Top of Provided records

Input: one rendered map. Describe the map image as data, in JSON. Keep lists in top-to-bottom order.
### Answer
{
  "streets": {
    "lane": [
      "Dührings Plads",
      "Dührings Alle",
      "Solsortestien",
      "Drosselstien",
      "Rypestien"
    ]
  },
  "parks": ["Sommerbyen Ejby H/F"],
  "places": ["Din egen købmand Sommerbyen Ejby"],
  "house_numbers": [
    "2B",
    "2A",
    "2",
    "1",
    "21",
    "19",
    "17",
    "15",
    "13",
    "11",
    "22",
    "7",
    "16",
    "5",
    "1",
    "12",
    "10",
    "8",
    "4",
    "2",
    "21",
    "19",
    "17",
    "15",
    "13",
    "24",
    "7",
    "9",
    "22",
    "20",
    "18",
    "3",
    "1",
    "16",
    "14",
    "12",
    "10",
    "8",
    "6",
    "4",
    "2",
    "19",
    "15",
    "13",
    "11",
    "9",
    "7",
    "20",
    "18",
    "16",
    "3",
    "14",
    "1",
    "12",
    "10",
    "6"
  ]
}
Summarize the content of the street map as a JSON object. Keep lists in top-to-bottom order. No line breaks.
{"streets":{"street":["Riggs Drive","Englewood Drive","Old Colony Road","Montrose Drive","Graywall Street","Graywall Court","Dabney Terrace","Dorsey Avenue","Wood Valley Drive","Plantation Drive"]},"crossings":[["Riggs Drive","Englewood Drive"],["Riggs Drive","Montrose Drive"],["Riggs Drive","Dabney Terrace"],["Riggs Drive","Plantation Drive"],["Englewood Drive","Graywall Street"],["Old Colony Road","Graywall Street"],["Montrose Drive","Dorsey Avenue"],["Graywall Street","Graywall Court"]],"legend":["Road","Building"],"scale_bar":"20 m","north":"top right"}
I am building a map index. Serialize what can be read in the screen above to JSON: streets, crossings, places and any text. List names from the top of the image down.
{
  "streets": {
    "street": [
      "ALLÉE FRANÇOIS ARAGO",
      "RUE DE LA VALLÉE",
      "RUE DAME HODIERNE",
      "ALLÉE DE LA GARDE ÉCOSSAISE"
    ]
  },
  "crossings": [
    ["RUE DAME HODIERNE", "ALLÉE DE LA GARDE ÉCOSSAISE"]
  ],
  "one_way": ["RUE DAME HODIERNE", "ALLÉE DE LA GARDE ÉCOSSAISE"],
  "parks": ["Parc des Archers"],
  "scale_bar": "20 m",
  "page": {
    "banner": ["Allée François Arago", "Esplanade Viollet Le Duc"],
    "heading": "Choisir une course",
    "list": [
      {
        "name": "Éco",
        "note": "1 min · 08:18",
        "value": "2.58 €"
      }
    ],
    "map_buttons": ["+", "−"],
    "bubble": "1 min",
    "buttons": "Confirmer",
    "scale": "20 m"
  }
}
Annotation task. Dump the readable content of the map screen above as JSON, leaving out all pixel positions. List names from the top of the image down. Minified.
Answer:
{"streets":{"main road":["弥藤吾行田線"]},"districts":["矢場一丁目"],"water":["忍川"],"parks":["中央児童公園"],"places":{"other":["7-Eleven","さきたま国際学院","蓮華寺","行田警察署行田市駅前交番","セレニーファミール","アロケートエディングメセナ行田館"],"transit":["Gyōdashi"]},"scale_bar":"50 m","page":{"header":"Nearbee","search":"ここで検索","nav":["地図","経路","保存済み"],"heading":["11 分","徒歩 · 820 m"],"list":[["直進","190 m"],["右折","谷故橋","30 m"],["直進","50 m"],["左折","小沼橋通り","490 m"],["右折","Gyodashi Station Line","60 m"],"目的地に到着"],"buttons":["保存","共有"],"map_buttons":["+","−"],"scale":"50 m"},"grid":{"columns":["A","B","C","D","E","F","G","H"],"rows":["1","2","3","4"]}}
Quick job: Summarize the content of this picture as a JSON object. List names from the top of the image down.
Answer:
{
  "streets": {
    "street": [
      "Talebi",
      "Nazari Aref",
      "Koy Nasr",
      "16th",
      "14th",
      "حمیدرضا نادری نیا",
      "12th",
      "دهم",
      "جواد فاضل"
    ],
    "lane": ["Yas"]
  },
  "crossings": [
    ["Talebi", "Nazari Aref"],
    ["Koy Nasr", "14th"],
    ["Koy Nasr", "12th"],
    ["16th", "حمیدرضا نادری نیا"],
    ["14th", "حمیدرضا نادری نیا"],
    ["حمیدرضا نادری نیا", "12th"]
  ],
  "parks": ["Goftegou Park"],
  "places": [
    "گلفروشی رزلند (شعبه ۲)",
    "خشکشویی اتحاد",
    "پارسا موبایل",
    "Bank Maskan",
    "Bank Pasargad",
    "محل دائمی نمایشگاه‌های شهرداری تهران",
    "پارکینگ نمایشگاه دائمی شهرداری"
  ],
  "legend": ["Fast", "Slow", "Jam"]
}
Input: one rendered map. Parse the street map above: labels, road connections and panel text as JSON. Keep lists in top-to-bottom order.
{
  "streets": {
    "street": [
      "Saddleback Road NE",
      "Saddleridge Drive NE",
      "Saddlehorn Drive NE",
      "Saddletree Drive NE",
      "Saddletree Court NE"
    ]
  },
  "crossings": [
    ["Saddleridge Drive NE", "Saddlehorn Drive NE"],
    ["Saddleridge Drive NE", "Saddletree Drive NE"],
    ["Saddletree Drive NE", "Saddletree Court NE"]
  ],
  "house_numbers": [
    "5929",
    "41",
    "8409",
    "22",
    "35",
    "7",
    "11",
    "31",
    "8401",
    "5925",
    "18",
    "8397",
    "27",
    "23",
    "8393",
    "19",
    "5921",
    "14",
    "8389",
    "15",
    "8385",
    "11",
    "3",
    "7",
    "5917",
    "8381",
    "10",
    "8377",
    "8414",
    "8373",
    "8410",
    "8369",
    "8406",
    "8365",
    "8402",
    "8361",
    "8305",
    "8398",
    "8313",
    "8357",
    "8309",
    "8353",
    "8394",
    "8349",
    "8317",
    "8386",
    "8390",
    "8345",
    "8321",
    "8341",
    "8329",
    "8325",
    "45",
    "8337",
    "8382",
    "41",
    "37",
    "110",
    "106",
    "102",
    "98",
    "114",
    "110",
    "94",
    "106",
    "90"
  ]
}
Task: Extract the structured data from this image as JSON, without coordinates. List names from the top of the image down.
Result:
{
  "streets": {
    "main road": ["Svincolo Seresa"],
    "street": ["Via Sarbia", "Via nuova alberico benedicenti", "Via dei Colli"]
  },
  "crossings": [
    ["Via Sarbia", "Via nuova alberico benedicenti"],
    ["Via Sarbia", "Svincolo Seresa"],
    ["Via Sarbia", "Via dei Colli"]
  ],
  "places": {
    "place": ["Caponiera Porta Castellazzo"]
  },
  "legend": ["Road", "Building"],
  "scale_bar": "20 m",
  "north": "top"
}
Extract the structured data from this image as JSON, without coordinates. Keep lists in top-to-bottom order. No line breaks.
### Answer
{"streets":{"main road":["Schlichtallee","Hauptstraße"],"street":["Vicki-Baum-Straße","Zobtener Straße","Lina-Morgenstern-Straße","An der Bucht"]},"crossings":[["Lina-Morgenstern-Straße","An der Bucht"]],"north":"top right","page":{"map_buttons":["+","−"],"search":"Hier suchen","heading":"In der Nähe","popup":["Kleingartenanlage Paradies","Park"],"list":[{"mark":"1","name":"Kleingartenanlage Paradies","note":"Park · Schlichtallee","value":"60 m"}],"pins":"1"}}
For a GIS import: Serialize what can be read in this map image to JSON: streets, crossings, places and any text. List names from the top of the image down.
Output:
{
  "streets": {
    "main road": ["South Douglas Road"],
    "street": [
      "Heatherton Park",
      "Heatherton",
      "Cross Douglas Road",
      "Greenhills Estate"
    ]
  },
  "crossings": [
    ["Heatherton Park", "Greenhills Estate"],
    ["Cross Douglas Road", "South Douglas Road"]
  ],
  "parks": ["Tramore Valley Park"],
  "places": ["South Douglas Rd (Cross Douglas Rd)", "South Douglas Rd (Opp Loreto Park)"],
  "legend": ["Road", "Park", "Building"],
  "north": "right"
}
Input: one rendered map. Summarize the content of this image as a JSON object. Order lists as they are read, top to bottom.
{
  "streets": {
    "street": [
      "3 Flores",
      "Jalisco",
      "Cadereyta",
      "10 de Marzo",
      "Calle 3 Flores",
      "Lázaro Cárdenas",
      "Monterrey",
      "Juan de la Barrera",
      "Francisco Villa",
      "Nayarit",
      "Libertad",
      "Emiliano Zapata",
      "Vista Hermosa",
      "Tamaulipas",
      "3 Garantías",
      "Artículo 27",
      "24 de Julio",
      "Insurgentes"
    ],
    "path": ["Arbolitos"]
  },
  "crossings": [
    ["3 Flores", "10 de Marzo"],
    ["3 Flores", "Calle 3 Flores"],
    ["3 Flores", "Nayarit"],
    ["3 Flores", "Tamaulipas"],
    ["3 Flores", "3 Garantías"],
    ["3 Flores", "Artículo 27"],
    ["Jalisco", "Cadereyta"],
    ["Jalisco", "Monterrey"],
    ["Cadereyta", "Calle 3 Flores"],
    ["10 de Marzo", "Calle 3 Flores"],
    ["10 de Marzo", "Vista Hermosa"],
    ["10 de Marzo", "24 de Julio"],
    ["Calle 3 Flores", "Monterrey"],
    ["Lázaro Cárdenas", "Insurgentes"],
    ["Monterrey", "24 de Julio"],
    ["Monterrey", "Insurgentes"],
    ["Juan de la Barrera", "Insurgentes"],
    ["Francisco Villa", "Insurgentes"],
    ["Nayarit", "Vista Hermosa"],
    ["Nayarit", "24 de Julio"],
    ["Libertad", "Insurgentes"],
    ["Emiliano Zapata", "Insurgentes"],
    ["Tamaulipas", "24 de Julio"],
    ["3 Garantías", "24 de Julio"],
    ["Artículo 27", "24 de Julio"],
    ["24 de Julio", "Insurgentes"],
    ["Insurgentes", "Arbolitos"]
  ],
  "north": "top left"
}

Bottom of Provided records

== About this exercise ==
Every line from the line containing "Summarize the content of the" through the line containing "Annotation task. Dump" in the records above must be retyped exactly. Leave out the rest.

== Finished exercise ==
Summarize the content of the street map as a JSON object. Keep lists in top-to-bottom order. No line breaks.
{"streets":{"street":["Riggs Drive","Englewood Drive","Old Colony Road","Montrose Drive","Graywall Street","Graywall Court","Dabney Terrace","Dorsey Avenue","Wood Valley Drive","Plantation Drive"]},"crossings":[["Riggs Drive","Englewood Drive"],["Riggs Drive","Montrose Drive"],["Riggs Drive","Dabney Terrace"],["Riggs Drive","Plantation Drive"],["Englewood Drive","Graywall Street"],["Old Colony Road","Graywall Street"],["Montrose Drive","Dorsey Avenue"],["Graywall Street","Graywall Court"]],"legend":["Road","Building"],"scale_bar":"20 m","north":"top right"}
I am building a map index. Serialize what can be read in the screen above to JSON: streets, crossings, places and any text. List names from the top of the image down.
{
  "streets": {
    "street": [
      "ALLÉE FRANÇOIS ARAGO",
      "RUE DE LA VALLÉE",
      "RUE DAME HODIERNE",
      "ALLÉE DE LA GARDE ÉCOSSAISE"
    ]
  },
  "crossings": [
    ["RUE DAME HODIERNE", "ALLÉE DE LA GARDE ÉCOSSAISE"]
  ],
  "one_way": ["RUE DAME HODIERNE", "ALLÉE DE LA GARDE ÉCOSSAISE"],
  "parks": ["Parc des Archers"],
  "scale_bar": "20 m",
  "page": {
    "banner": ["Allée François Arago", "Esplanade Viollet Le Duc"],
    "heading": "Choisir une course",
    "list": [
      {
        "name": "Éco",
        "note": "1 min · 08:18",
        "value": "2.58 €"
      }
    ],
    "map_buttons": ["+", "−"],
    "bubble": "1 min",
    "buttons": "Confirmer",
    "scale": "20 m"
  }
}
Annotation task. Dump the readable content of the map screen above as JSON, leaving out all pixel positions. List names from the top of the image down. Minified.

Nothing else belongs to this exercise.